Doch es gibt auch Nachteile. Für Familien, die während der Kontaktbeschränkungen und wegen Home Office schon viel Zeit auf engem Raum verbracht haben, hört sich Ferienhaus-Urlaub womöglich wenig verlockend an: Wieder alle im gleichen Haus, wieder für sich selbst kochen. Einen Rund-um-Service wie im Hotel können Reisende in der Ferienwohnung natürlich nicht erwarten.
Komplett ohne Service müsse man jedoch auch nicht auskommen, sagt Petersen. Bei einigen Ferienhausanlagen könne man beispielsweise Frühstück dazu buchen.
Damit der Urlaub die ersehnte Erholung bringt und nicht zur Stressfalle wird, sollte man sich vorab überlegen, welche Ansprüche man hat. Dabei spielt die Reisekonstellation eine große Rolle. So braucht es nicht nur eine besondere Planung, wenn Kinder oder Risikopersonen dabei sind – auch größere Reisegruppen müssen auf die örtliche Vorschriften achten, etwa wie viele Personen gemeinsam ein Restaurant oder eine Sehenswürdigkeit besuchen dürfen.
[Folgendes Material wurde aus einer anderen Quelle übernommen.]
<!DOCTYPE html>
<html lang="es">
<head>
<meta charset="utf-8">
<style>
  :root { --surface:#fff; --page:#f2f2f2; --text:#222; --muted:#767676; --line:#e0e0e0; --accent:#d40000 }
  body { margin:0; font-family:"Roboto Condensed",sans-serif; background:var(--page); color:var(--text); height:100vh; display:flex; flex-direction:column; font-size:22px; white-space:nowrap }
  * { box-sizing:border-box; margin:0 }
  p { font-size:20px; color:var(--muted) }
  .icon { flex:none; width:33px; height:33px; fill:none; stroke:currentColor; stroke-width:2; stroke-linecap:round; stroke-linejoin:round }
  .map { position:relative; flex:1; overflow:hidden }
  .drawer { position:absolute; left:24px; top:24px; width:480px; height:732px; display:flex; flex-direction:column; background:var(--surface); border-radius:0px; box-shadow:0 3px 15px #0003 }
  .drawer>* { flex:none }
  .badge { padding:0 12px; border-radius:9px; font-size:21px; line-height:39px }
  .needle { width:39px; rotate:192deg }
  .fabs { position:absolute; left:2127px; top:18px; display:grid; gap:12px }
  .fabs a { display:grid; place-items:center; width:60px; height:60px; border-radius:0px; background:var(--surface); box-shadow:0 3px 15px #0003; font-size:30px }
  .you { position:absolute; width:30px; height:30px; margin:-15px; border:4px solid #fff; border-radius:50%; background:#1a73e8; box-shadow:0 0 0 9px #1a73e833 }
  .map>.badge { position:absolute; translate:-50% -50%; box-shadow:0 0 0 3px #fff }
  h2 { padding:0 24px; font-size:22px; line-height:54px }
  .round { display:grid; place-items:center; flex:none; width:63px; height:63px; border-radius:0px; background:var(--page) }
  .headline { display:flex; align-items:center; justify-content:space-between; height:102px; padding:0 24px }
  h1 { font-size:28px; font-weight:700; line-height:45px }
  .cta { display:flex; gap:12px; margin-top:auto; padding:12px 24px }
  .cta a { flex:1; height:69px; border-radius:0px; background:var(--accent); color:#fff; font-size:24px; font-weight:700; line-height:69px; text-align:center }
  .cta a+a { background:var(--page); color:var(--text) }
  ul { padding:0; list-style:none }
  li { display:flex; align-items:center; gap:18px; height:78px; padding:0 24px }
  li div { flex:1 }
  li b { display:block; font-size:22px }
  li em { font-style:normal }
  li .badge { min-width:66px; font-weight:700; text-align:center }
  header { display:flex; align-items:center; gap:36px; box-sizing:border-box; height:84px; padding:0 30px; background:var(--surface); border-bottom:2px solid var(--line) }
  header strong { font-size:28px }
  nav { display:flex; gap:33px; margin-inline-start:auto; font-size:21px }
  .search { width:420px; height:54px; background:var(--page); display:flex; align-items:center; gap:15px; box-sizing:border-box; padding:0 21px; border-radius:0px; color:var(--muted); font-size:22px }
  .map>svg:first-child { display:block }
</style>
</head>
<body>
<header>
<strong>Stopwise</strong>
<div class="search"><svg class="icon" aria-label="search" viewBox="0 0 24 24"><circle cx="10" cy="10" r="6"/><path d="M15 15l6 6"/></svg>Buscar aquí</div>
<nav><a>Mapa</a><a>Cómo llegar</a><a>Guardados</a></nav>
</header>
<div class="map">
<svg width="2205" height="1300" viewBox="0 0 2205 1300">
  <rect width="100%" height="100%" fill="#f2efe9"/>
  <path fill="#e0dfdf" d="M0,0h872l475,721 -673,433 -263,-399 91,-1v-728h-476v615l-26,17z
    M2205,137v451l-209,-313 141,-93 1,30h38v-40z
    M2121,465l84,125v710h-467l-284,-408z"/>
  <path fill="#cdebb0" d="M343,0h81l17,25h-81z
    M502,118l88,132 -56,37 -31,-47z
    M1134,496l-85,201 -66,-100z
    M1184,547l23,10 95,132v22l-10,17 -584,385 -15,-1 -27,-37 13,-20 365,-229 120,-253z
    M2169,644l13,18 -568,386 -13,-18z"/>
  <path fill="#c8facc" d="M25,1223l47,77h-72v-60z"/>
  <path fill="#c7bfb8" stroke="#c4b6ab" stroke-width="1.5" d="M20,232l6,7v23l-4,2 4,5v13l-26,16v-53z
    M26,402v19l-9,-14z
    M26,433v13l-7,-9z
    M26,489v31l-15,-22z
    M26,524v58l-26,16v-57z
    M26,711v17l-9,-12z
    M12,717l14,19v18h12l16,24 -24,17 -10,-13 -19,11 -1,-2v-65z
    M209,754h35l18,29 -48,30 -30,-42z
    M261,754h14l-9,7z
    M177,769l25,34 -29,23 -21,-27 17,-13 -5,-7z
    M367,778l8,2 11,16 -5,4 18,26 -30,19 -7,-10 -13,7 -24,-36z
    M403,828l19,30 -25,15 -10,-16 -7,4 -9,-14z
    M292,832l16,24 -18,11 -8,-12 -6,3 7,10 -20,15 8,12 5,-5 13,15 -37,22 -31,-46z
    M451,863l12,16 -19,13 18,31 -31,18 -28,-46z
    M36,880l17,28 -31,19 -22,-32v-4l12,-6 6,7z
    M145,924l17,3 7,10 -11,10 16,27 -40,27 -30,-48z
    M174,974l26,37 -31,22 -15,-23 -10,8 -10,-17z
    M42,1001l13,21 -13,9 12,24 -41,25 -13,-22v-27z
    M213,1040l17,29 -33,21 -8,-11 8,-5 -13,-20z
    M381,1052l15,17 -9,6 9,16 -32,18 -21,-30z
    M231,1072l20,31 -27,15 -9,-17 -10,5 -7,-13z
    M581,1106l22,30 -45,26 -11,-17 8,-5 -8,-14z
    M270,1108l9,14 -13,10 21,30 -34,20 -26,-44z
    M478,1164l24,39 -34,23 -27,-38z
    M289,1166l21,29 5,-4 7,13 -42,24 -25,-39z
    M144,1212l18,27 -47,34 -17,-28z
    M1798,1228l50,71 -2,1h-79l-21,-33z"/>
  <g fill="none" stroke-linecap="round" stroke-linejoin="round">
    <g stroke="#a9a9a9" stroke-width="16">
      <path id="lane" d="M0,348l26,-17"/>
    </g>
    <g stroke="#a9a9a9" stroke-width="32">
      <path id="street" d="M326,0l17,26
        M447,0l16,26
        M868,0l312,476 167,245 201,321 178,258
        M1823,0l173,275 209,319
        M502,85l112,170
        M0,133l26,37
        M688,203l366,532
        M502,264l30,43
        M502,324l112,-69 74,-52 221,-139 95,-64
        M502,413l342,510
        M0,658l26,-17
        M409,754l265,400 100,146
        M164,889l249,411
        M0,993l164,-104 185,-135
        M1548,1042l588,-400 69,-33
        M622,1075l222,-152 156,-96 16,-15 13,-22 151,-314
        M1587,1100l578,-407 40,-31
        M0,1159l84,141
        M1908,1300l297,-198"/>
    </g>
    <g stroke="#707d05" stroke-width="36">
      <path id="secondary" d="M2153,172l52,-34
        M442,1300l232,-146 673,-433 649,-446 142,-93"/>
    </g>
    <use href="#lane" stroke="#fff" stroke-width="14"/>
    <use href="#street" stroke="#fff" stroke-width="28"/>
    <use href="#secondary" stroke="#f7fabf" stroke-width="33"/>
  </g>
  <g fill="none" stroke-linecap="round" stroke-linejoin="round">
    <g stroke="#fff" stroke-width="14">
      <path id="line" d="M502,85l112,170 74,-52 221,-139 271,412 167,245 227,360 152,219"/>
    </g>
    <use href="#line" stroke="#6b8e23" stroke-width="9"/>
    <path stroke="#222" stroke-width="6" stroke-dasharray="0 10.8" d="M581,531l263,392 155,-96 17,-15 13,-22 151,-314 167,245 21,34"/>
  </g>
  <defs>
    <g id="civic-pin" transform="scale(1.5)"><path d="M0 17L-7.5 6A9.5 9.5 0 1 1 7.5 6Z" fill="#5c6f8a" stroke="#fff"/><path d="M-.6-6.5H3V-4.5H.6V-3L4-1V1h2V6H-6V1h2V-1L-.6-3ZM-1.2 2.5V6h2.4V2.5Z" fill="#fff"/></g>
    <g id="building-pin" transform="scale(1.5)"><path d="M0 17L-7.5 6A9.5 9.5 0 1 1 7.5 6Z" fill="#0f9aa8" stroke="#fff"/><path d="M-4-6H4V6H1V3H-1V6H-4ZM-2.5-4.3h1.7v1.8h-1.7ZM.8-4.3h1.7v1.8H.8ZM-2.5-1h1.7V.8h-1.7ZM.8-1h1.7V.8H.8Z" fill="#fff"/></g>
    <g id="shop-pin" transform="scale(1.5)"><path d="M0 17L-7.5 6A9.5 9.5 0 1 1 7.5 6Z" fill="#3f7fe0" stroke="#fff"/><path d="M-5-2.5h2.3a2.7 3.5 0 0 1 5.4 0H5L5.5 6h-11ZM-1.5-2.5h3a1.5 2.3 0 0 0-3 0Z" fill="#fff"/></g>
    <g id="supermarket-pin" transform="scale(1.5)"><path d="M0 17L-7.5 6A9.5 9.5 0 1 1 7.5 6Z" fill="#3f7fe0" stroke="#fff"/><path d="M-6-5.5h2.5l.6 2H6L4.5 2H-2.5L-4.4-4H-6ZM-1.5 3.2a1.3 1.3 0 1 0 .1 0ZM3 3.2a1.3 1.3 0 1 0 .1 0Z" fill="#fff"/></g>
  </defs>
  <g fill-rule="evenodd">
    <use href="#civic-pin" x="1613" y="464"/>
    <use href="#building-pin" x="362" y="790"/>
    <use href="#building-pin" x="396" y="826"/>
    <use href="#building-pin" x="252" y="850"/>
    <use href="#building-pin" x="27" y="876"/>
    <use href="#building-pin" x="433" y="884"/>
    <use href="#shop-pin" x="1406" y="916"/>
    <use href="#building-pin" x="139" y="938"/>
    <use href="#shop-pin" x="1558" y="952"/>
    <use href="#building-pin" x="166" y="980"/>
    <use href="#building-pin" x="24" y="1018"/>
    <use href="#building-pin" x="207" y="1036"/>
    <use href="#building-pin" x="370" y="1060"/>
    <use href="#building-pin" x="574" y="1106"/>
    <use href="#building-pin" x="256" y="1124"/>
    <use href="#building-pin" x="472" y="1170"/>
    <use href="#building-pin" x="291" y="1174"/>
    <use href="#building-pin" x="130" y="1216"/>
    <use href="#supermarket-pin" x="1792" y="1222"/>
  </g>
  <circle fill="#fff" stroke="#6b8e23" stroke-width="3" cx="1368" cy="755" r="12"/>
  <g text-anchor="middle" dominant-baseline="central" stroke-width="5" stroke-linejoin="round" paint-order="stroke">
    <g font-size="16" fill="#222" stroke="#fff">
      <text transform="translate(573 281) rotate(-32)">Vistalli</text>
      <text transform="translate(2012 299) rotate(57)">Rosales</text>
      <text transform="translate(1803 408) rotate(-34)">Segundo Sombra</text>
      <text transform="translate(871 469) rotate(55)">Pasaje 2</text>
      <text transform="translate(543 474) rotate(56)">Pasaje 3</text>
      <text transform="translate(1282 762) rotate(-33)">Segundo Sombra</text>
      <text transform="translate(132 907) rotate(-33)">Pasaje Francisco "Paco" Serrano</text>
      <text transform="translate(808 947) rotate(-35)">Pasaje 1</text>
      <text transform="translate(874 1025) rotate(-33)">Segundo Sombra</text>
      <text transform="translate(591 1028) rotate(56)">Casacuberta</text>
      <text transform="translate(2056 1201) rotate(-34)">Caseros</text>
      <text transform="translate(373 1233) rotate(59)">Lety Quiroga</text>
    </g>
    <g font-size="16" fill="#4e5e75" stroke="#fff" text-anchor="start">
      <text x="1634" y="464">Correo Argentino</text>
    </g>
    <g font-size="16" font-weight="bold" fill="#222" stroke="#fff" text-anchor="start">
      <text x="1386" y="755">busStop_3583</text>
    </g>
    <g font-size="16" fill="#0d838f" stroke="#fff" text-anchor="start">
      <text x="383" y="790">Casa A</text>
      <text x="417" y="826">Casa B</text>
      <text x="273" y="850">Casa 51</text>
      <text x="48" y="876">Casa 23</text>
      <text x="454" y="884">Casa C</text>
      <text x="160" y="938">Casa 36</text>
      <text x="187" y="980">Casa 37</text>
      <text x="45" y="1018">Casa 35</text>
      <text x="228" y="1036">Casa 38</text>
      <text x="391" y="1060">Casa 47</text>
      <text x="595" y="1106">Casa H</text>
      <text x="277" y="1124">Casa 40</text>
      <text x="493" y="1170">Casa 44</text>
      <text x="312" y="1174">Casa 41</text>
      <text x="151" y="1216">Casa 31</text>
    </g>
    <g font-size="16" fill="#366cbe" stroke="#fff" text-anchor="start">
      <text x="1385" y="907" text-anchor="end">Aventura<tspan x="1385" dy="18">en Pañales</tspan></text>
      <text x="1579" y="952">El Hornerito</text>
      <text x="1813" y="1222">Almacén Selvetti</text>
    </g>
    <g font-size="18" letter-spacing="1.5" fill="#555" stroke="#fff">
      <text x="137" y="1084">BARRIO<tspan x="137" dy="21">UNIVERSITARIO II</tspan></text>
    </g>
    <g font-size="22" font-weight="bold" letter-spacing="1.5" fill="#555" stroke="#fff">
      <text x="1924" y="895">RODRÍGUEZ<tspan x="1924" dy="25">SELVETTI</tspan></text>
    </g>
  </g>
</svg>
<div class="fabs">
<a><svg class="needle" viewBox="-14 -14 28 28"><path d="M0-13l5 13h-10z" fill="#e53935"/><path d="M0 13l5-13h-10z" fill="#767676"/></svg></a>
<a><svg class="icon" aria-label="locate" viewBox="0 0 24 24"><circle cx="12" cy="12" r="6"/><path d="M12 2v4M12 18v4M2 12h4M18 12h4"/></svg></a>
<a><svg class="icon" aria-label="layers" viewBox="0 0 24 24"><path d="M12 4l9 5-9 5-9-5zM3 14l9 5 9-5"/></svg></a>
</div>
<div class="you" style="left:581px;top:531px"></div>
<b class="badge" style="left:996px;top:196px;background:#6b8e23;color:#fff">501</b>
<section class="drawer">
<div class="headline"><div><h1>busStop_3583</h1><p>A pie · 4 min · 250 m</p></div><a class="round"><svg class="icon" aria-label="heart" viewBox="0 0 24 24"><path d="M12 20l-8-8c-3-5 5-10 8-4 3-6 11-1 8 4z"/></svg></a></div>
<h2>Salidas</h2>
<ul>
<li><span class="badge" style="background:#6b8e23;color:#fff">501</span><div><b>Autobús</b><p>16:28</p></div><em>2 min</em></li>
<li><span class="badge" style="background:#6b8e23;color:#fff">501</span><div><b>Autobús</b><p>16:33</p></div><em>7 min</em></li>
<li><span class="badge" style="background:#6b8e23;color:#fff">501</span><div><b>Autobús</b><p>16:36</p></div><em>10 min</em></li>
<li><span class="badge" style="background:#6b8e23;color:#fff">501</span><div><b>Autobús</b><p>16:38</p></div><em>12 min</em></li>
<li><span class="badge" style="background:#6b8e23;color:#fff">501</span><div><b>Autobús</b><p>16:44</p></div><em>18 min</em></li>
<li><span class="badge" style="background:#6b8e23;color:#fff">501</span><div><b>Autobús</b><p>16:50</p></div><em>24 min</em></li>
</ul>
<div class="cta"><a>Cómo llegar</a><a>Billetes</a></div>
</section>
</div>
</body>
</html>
Unbekannte Regionen im eigenen Land entdecken
Außerdem ist die Standortwahl entscheidend: Wer gerne wandert, reist am besten in die Eifel, den Harz oder das Allgäu. Wassersportfans zieht es an die Nord- und Ostsee, und für Radfahrer und Weinliebhaber empfiehlt Wolters Reisen die Mosel. Auch einige vom Tourismus bisher weniger erschlossene Regionen haben aufgerüstet. Wer sonst lieber ins Hotel fährt, entdeckt durch eine Ferienwohnung womöglich Orte, die er sich sonst nie angeschaut hätte.
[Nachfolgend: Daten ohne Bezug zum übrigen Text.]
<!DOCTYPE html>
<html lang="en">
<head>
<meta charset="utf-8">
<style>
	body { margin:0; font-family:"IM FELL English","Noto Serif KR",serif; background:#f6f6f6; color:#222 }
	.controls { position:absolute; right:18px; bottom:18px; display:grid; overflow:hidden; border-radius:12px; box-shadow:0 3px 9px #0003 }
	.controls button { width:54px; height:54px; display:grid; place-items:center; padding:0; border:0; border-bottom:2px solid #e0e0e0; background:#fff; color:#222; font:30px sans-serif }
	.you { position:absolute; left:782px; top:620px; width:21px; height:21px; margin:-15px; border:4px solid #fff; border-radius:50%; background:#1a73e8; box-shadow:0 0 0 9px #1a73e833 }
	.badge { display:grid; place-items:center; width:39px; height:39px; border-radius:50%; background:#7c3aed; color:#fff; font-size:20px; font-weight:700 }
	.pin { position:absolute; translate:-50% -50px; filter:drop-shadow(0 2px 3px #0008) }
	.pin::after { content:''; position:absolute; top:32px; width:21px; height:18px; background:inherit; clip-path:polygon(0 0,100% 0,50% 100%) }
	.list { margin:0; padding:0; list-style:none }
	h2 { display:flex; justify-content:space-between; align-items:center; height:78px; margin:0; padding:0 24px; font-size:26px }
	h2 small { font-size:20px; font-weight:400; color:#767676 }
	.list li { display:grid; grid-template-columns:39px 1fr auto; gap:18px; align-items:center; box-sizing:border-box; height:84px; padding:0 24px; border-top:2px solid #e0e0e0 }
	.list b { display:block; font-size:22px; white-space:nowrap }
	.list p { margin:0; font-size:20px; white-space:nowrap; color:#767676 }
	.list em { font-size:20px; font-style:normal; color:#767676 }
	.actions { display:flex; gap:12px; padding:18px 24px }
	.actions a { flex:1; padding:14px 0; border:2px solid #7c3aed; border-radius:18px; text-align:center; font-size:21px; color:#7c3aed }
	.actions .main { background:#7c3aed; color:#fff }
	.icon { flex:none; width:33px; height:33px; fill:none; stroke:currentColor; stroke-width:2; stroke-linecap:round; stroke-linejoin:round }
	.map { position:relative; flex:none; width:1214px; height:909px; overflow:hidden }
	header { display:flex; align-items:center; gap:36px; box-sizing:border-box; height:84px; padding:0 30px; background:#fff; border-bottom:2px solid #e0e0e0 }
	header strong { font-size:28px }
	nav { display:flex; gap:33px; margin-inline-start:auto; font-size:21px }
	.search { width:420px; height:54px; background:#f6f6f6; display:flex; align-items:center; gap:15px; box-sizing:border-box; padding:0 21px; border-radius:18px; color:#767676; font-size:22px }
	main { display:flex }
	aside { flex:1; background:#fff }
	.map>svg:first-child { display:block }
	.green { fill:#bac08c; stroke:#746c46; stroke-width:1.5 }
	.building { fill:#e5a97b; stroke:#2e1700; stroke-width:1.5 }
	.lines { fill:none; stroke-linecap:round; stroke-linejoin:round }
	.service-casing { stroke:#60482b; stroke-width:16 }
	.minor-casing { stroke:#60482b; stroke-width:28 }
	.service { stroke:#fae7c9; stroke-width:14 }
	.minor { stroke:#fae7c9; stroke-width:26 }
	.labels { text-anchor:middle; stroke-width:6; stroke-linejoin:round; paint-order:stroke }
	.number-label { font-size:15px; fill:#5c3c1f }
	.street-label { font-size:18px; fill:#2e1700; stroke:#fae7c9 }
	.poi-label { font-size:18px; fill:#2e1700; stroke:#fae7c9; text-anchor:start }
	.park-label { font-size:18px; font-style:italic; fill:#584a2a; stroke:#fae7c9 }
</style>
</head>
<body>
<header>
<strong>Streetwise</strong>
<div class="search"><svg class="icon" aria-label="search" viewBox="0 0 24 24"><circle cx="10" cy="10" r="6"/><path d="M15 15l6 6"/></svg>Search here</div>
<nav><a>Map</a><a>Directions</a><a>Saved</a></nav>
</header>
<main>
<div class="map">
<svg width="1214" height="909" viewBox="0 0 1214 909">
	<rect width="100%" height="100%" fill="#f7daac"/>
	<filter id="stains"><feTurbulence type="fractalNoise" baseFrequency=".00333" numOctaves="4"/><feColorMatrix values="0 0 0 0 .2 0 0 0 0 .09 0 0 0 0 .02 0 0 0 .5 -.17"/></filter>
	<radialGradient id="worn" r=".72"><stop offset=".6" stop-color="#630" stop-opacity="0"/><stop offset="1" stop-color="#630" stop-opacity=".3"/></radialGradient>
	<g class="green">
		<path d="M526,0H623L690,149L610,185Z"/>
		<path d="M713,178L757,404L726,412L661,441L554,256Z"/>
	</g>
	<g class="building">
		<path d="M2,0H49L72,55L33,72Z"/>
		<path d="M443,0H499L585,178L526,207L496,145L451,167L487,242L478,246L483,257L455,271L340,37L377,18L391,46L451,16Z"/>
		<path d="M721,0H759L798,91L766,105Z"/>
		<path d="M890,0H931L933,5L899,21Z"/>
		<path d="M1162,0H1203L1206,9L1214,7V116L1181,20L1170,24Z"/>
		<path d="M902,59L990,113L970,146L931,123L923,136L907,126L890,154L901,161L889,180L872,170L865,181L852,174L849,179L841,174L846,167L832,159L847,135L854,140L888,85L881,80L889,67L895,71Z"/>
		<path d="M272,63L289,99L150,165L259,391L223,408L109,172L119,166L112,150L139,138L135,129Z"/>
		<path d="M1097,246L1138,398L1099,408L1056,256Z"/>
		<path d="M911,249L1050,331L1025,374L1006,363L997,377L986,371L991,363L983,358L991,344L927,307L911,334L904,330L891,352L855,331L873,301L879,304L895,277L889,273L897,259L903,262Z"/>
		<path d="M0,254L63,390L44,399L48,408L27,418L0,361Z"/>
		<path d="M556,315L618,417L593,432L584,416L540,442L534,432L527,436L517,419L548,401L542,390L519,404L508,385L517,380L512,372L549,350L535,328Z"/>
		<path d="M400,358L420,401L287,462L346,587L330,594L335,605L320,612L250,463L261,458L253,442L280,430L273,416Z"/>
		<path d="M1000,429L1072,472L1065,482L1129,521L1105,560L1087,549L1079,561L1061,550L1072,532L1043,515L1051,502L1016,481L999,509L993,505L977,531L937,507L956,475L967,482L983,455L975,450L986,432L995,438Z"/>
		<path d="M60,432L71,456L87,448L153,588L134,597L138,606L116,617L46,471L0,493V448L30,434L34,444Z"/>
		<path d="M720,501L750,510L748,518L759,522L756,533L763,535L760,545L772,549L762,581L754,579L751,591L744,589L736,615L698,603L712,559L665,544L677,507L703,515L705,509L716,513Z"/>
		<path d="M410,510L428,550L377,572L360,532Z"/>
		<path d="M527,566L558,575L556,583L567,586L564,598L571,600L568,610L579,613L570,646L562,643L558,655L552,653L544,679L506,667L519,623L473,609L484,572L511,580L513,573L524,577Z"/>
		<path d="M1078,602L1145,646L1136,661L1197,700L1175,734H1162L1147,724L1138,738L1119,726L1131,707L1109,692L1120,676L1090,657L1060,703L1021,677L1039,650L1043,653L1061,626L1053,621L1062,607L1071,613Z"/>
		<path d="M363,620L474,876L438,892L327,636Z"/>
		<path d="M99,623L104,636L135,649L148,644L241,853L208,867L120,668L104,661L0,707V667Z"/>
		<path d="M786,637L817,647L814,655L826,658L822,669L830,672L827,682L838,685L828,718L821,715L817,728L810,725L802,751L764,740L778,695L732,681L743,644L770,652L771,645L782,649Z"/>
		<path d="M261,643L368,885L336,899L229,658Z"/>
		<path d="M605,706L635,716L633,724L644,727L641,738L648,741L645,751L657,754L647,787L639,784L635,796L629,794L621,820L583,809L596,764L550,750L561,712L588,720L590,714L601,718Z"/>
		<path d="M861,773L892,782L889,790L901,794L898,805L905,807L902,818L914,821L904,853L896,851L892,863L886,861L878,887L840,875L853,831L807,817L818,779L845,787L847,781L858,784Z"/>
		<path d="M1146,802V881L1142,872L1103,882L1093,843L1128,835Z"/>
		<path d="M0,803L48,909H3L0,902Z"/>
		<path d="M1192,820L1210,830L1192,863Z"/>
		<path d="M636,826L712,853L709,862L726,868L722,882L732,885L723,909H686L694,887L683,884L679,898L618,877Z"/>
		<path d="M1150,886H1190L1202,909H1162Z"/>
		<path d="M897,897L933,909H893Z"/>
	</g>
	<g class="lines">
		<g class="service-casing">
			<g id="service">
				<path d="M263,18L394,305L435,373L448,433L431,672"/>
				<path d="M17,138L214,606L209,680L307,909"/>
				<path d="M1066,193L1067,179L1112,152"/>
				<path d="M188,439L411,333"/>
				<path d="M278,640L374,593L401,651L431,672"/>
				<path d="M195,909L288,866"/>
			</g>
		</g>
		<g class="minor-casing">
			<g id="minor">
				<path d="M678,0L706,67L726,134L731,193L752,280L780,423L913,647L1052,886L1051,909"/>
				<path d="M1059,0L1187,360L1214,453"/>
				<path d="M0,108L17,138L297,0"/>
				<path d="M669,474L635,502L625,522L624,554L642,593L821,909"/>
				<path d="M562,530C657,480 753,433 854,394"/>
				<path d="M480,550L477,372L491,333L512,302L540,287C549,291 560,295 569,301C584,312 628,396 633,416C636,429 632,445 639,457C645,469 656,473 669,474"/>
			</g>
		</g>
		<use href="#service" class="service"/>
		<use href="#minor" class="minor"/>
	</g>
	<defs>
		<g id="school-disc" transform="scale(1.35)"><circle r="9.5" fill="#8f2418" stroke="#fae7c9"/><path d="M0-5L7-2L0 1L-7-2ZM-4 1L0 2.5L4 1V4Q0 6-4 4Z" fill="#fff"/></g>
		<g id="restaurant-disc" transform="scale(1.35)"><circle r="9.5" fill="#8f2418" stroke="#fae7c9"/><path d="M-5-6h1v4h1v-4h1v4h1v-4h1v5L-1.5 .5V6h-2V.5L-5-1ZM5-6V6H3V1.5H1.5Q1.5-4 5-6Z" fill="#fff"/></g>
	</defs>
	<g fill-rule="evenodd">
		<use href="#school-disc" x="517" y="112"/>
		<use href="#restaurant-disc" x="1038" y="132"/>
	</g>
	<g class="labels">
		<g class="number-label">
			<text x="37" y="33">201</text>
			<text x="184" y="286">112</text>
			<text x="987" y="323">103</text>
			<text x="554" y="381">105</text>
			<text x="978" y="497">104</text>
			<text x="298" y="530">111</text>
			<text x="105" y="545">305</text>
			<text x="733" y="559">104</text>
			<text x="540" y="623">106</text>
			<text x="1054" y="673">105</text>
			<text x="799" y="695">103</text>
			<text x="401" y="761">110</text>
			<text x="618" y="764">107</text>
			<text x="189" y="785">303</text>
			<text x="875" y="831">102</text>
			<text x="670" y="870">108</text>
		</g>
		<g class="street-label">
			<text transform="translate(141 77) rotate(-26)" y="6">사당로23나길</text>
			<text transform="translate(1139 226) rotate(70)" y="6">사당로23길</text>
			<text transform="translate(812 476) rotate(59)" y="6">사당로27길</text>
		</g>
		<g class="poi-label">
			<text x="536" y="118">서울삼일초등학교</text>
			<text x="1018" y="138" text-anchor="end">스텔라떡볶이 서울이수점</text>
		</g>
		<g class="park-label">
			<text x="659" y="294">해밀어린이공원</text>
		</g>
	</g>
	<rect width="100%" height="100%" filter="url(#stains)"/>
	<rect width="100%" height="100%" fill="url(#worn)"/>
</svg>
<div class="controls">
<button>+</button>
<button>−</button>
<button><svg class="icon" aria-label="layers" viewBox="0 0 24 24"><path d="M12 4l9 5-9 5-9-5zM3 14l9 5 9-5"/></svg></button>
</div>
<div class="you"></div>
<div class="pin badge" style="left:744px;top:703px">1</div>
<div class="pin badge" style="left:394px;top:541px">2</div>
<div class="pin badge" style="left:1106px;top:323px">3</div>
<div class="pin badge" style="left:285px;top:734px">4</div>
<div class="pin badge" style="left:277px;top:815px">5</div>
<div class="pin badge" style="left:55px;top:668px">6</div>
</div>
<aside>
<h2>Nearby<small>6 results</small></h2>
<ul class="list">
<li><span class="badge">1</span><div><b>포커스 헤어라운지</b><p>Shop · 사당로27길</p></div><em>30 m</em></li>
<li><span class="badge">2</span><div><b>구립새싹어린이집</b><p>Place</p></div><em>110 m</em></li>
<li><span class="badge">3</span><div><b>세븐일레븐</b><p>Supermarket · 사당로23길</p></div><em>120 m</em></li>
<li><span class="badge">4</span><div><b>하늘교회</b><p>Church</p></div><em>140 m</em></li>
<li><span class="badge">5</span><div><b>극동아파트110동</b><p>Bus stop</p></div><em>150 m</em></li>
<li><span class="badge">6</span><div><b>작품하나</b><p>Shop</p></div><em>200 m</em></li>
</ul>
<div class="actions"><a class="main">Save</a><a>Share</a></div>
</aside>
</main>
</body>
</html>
Bei der Suche nach der passenden Unterkunft müssen Familien und andere Urlauber Geduld beweisen. Umsehen lohnt sich, sagt Michelle Schwefel. Wenn der Lieblingsort ausgebucht ist, gibt es in der Umgebung häufig noch attraktive Angebote mit einem passenden Preis-Leistungs-Verhältnis.
Insgesamt beobachtet Prof. Brözel von der Hochschule für nachhaltige Entwicklung in Eberswalde deutliche Bemühungen der Tourismusbranche, den Urlaubern eine erholsame Auszeit zu ermöglichen. Starke Preiserhöhungen seien aktuell nicht zu befürchten. Langfristig erfordern die neuen Qualitätsanforderungen etwa in Sachen Hygiene aber viele Investitionen – was einen Preisanstieg bedeuten könnte.
Einige Unterkünfte, Wohnmobile und Campingplätze in Deutschland dürften schnell ausgebucht sein, denn die Nachfrage ist groß: «Viele Urlauber stehen schon in den Startlöchern», sagt Brözel.